# Python memeory management


## C memory management

Static vs Dynamic memory alloccation.

Static:
- You know all amount of memory you need in advance
- So you allocate it befor eprogram execution

Dynamic:
- You dynamically demand memory for the new objects
- Allocated memory can be released and reused.


You allocate new memory from Operation System by usinbg `malloc` method or similar
and `free` to release.

### Memory leak - when you allocate memory, but forgot to release it.
So you don't have any object that uses it, but OS still thinks that you need it. If it
continue to happen your app will eat all available memory. And OS probably will kill it.

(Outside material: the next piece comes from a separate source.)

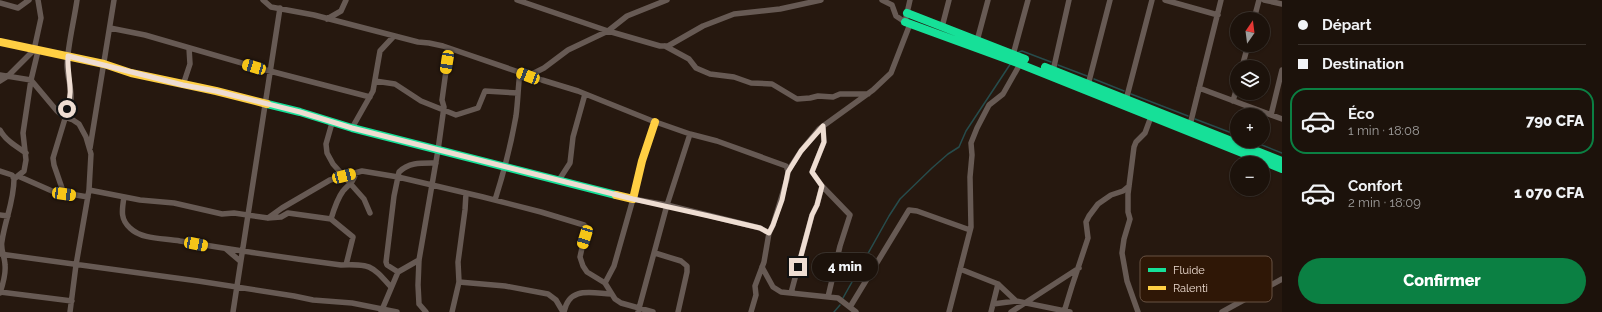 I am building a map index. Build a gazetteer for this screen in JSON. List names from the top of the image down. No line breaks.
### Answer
{"legend":["Fluide","Ralenti"],"north":"top","page":{"banner":["Départ","Destination"],"map_buttons":["+","−"],"list":[{"name":"Éco","note":"1 min · 18:08","value":"790 CFA"},{"name":"Confort","note":"2 min · 18:09","value":"1 070 CFA"}],"buttons":"Confirmer","bubble":"4 min"}} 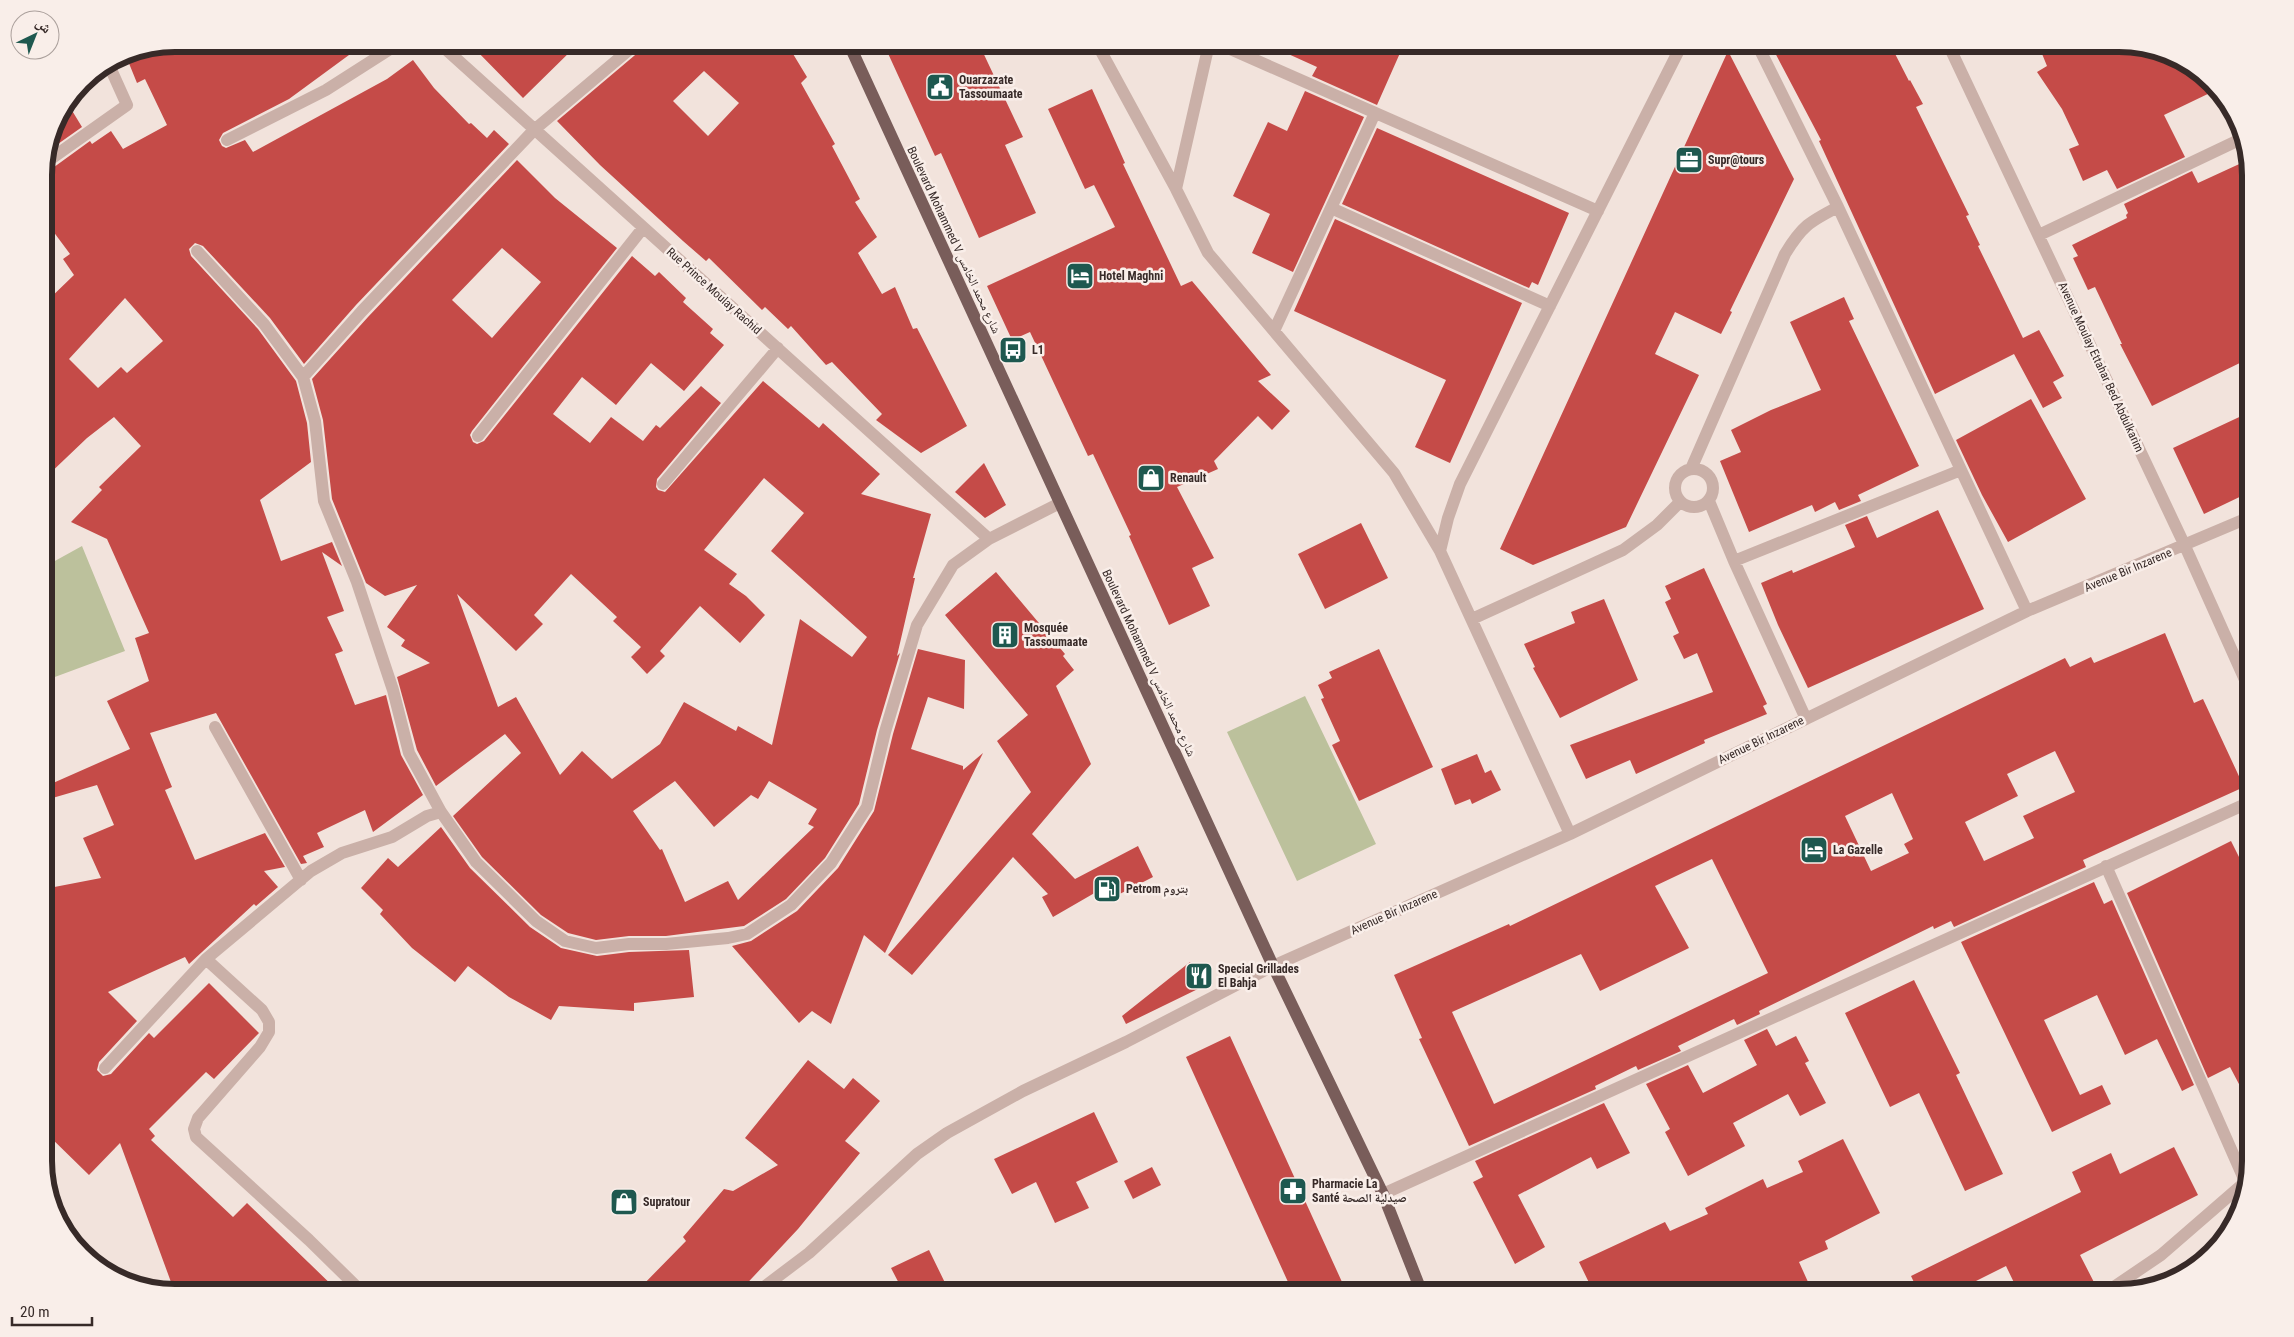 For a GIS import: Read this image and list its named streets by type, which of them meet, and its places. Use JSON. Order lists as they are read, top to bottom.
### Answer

### Life is too short to know C very well.

## Python memory manager

In python you don't need to bother with memory allocation and releasing. There is
python memory manager that does it for you in the optimal way, so you don't need to think
about it.

Allocation of memory for the object is not a problem, but it's much harder to figure
out when to release it.

Python has two mechanisms of memory management for the objects:

### Reference counter

The simplest mechanism that you can came up to is to: count amount of references to
the object and if it's = 0 - it's no longer accessible and hence we can release memory.

How does it look?

This is PyObject declaration, which is base structure for all other types of objects like int, list, function etc.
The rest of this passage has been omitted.